Wednesday, October 18, 2006

Lay off

Is this a great country, or what?
A federal judge in Houston yesterday wiped away the fraud and conspiracy conviction of Kenneth L. Lay, the Enron Corp. founder who died of heart disease in July, bowing to decades of legal precedent but frustrating government attempts to seize nearly $44 million from his family.

The ruling worried employees and investors who lost billions of dollars when the Houston energy-trading company filed for bankruptcy protection in December 2001. It also came more than a week after Congress recessed for the November elections without acting on a last-ditch Justice Department proposal that would have changed the law to allow prosecutors to seize millions of dollars in investments and other assets that Lay controlled.
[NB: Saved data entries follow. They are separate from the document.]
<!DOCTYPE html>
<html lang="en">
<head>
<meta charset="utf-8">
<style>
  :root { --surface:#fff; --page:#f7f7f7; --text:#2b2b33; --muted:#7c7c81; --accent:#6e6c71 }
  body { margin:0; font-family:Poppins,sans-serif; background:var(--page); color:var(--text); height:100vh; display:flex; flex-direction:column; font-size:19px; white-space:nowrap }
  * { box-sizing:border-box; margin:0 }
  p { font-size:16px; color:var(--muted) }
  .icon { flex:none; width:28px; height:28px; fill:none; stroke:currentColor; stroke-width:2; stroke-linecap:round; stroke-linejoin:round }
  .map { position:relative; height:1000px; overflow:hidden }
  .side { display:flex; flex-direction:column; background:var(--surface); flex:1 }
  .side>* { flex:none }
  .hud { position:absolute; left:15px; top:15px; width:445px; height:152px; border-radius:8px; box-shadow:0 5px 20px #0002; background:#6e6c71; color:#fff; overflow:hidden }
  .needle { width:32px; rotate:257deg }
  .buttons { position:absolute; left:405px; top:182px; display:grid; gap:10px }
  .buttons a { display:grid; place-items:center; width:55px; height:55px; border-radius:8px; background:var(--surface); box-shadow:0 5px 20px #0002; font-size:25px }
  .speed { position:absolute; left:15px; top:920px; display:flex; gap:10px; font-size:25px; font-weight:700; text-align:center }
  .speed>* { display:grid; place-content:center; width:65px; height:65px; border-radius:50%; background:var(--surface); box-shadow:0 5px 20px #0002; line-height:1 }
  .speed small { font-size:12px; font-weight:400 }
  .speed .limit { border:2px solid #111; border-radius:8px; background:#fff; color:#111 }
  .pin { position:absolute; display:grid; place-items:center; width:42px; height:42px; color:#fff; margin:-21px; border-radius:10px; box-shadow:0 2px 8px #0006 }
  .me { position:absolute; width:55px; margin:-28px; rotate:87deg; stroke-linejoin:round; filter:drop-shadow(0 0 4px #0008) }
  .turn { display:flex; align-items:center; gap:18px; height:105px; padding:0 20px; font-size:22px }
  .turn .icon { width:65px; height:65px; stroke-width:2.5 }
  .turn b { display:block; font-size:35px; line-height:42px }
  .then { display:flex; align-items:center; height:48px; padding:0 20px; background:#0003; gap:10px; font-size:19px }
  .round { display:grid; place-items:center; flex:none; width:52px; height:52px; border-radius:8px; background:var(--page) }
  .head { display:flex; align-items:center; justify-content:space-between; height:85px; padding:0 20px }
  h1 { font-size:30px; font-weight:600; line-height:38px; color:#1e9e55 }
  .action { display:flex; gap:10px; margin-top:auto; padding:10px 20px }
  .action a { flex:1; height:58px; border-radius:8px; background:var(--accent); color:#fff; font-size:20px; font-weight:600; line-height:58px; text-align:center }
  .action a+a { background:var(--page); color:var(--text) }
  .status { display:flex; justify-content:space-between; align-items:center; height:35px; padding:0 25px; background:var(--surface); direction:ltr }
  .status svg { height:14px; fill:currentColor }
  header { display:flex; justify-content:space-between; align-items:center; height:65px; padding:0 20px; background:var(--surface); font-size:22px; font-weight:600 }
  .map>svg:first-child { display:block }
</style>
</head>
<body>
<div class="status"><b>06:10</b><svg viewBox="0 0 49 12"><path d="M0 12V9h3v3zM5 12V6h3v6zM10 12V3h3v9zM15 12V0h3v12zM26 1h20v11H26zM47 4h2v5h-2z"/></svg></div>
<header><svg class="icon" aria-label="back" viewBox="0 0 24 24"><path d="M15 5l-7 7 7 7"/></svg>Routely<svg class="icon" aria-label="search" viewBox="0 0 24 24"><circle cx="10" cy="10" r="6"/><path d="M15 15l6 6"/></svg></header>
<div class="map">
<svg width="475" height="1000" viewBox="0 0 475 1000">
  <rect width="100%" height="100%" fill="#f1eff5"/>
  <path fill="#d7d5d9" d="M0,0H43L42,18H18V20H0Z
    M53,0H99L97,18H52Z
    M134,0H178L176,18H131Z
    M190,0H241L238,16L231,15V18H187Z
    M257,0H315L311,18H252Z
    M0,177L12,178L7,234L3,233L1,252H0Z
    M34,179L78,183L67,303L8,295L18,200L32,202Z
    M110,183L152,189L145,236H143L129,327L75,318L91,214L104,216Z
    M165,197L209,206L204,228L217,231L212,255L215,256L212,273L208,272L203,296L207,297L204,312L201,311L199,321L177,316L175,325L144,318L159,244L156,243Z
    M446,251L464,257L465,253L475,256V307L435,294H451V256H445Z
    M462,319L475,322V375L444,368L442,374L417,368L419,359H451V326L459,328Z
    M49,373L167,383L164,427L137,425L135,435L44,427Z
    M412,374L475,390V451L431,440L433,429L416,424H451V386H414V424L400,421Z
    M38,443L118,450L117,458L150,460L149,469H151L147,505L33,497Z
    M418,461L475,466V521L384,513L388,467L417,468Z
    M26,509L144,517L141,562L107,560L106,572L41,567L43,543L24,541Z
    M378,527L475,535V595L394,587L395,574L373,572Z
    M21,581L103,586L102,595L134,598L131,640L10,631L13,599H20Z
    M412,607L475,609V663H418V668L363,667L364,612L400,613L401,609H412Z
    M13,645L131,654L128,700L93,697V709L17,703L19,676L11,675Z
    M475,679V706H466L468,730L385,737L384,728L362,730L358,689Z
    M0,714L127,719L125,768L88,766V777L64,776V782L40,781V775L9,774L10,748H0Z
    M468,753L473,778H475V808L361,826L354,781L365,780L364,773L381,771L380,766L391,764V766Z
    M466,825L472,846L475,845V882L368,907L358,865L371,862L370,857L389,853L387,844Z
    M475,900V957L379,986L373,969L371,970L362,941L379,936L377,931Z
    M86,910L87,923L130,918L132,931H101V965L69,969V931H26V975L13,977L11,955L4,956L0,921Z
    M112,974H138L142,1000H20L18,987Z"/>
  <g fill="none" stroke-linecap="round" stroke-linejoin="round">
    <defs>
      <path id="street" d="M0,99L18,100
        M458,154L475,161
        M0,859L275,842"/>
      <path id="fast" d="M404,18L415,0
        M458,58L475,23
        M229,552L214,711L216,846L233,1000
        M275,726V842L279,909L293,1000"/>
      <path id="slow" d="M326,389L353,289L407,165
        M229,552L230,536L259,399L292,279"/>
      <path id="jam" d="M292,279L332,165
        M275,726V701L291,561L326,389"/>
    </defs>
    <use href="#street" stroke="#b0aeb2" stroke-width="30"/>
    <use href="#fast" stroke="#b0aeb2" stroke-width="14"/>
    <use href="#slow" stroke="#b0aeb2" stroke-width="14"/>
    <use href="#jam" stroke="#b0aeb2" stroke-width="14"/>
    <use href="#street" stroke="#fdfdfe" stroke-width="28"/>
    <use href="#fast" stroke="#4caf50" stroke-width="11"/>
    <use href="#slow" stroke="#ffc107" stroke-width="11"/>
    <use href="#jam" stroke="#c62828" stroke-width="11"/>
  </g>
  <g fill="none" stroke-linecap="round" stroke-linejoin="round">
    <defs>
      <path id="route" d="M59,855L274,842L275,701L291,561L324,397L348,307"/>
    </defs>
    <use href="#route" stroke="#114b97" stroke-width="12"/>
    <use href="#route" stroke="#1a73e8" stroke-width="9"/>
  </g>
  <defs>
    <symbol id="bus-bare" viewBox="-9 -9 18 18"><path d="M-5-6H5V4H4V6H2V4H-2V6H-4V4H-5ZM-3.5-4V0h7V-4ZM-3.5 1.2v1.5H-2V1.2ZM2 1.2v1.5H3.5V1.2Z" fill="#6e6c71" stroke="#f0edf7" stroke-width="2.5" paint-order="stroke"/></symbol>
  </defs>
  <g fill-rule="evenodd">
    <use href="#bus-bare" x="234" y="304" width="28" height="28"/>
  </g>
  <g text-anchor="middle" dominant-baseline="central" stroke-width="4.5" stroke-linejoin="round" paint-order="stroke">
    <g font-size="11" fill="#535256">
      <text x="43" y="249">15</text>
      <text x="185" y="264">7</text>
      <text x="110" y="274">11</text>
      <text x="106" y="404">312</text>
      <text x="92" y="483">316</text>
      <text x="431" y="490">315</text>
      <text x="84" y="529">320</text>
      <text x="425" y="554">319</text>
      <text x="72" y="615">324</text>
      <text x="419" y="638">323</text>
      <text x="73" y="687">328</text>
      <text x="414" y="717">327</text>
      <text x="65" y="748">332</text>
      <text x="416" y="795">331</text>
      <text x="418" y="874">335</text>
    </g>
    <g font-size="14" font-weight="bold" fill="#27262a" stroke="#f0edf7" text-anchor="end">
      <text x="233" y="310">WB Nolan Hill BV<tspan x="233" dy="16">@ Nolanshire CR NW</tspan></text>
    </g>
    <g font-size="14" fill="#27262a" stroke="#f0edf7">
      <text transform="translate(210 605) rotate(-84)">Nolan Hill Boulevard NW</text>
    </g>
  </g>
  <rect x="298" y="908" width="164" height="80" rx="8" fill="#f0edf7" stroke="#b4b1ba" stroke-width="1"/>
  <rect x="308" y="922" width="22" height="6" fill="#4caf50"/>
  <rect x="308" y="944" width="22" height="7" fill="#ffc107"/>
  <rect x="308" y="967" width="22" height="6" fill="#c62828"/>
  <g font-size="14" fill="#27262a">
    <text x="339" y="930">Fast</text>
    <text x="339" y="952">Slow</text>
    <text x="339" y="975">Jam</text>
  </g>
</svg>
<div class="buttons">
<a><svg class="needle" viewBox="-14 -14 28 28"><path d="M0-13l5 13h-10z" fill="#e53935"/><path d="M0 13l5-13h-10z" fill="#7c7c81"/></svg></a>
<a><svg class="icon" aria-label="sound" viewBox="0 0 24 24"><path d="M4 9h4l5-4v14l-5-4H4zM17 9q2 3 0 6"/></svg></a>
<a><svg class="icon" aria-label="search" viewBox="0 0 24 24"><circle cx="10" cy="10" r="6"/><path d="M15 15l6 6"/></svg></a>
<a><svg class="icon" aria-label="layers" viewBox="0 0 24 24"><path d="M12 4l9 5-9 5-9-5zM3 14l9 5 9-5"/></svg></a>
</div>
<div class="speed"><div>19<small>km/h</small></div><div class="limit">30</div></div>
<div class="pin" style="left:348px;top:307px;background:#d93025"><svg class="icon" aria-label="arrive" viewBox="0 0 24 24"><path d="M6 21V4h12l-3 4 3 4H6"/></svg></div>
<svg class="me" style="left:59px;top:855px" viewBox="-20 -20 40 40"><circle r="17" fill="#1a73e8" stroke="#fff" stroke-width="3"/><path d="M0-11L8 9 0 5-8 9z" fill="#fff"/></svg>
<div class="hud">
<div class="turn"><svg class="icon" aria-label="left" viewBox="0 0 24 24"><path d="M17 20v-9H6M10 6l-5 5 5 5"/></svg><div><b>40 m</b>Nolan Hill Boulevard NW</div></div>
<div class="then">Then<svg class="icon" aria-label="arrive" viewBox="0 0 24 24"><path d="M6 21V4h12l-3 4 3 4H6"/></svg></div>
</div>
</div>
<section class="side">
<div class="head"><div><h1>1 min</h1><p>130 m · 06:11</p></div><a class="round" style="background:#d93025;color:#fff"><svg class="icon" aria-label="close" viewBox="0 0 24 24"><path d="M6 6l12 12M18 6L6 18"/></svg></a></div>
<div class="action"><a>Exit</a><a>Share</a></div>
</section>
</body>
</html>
With the judge's order, Lay's conviction on 10 criminal charges will be erased from the record.
National character, stand up and take a bow.


Blogger dusty said...

His crimes against humanity might be erased..but the civil suits will take a huge chunk of their ill-gotten goods..and I pray to a higher power that the attorneys will get the rest.

Thanks for coming back by the "other' blog today, sorry I missed you.

10:17 AM  
Anonymous robb said...

Boy, that sure would be good reason to bump off dad wouldn't it? The family gets the dough and the admin doesn't have to hear "Kenny Boy" sing like a canary after spending a few days in the clink.